Following the news of a model who died after working as a hostess at a Bangkok party, Thai media spoke with a woman, known in Thailand as a “pretty,” about what it’s like to work in the lucrative, yet shady Thai model entertainment industry where many work as hostesses at parties and events that often involve alcohol, drugs and sex work.

“Miss Cake” told the Thai news outlet Daily News that pretties are sent to parties by “modelling agencies.” The parties are even categorized depending on if drugs or sex are involved. Apparently the parties are either “En-Up,” “En-V” or just “En” for entertainment. En-Up means drugs are involved, while En-V means the pretties will offer sexual services. Other pretties work at promotional events like auto shows. Since nightclubs and other entertainment venues in Bangkok have been closed due to the pandemic, many of the parties are now held at private homes.
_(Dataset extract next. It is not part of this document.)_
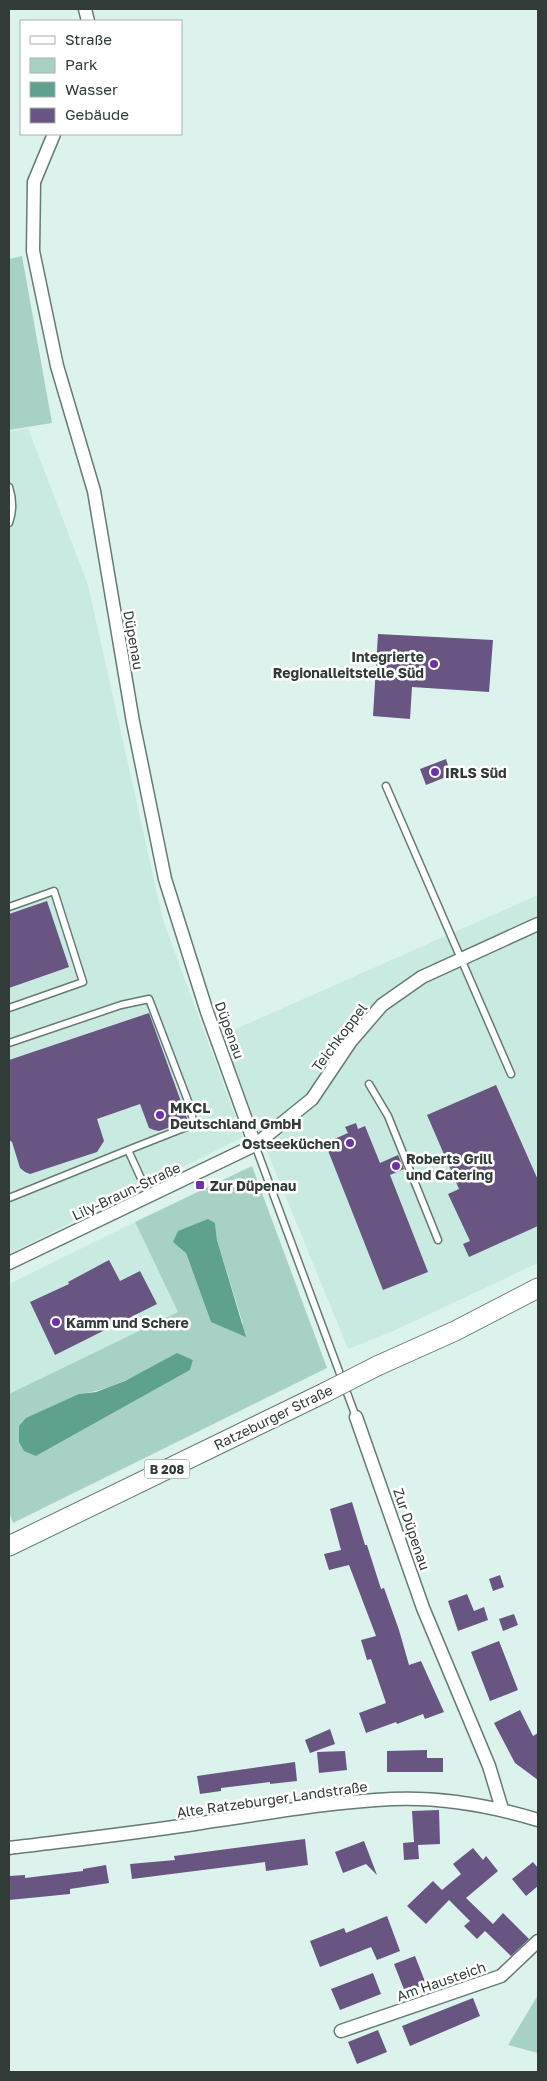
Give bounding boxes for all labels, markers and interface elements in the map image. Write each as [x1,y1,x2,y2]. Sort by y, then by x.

If a pretty is working at an En-Up party, Miss Cake says that means there will be ecstasy, known as “khanom,” the Thai word for a dessert or snack. She says good “khanom” shipped from overseas costs around 900 to 1,000 baht while the poor quality, Thai-made drugs cost 500 baht. Just about every pretty takes drugs, she says. If mixed with ketamine, Miss Cake says it can be dangerous.

Daily News spoke with Miss Cake following the death of a 33 year old Witchayaporn “Wawa” Wisetsombat who worked died in a hospital after working as a hostess at a party in Bangkok’s Chatuchak district. She had been hired by a modelling agency to serve drinks at a private party. Her younger sister told the Bangkok Post that Wawa was a product presenter and never sold sex or used narcotics. Doctors told the Post Wawa died from respiratory and blood system failure. They are still waiting for the results for a toxicology test.

The death of another model back in 2019 shed light on the abuse and danger many pretties face in the industry. 25 year old Thitima “Lunlabelle” Noraphanpiphat died from “extreme alcohol intoxication,” according to an autopsy report. Her dead body was found in the lobby of a Bangkok condominium. 6 people were found guilty for involvement in Lunlabelle’s death.

Abuse is common in the industry and many women working as pretties are often pressured into drinking excessive amounts of alcohol. The work of pretties is looked down upon in Thai society. Due to the stigma, many due not file complaints when they are abused.